▸ The task: In the entries below, find the string "button" and return each line holding it.

▸ The data:
════════

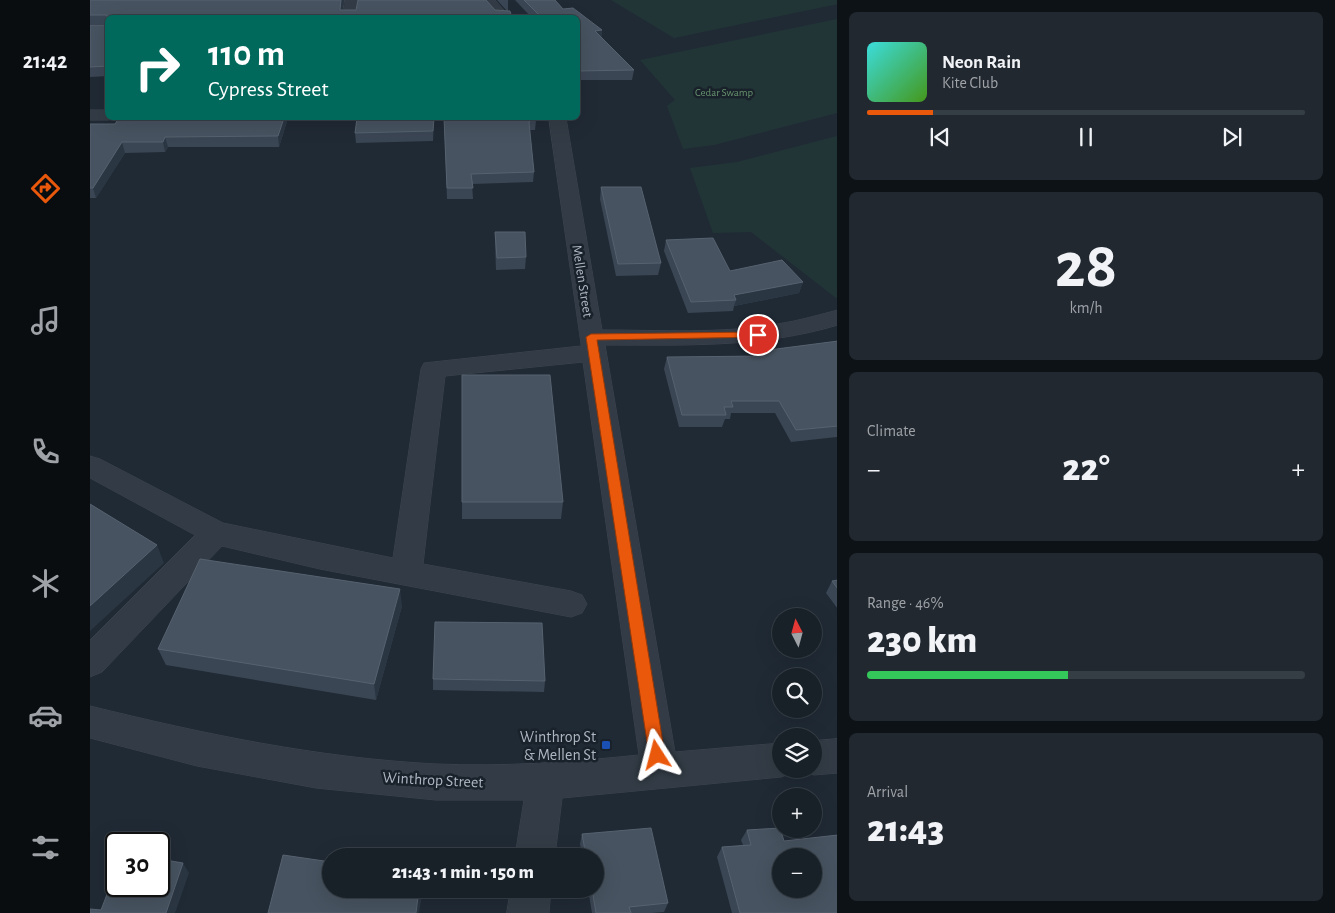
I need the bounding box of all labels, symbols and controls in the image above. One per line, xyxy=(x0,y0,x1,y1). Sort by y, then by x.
icon: right xyxy=(125,35,190,100)
text: 110 m xyxy=(208,37,285,72)
text: 21:42 xyxy=(23,50,67,72)
text: Neon Rain xyxy=(942,53,1021,72)
text: Kite Club xyxy=(942,75,998,91)
text: Cypress Street xyxy=(208,78,329,100)
park label: Cedar Swamp xyxy=(695,87,753,98)
icon: previous xyxy=(926,123,954,151)
icon: pause xyxy=(1072,123,1100,151)
icon: next xyxy=(1218,123,1246,151)
icon: directions xyxy=(28,171,63,206)
text: 28 xyxy=(1055,234,1117,299)
street label: Mellen Street xyxy=(569,244,595,319)
text: km/h xyxy=(1069,300,1103,316)
icon: music xyxy=(28,303,63,338)
pin xyxy=(737,314,779,356)
icon: arrive xyxy=(744,321,772,349)
text: Climate xyxy=(867,423,916,439)
icon: phone xyxy=(28,434,63,469)
text: 22° xyxy=(1062,450,1110,488)
text: − xyxy=(867,456,880,484)
text: + xyxy=(1292,456,1305,484)
icon: climate xyxy=(28,566,63,601)
text: Range · 46% xyxy=(867,595,944,611)
north arrow xyxy=(772,608,822,658)
map controls xyxy=(772,608,822,898)
text: 230 km xyxy=(867,622,977,660)
button: search xyxy=(772,668,822,718)
icon: car xyxy=(28,698,63,733)
position arrow xyxy=(630,728,682,780)
button: layers xyxy=(772,728,822,778)
place label: Winthrop St & Mellen St xyxy=(520,729,596,763)
marker: Winthrop St & Mellen St xyxy=(600,739,612,751)
street label: Winthrop Street xyxy=(382,769,484,791)
text: Arrival xyxy=(867,784,908,800)
button: + xyxy=(772,788,822,838)
text: 21:43 xyxy=(867,811,944,849)
icon: filters xyxy=(28,830,63,865)
speed limit sign: 30 xyxy=(105,832,170,897)
button: − xyxy=(772,848,822,898)
text: 21:43 · 1 min · 150 m xyxy=(392,863,534,882)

════════

▸ Reply to the exercise:
button: search xyxy=(772,668,822,718)
button: layers xyxy=(772,728,822,778)
button: + xyxy=(772,788,822,838)
button: − xyxy=(772,848,822,898)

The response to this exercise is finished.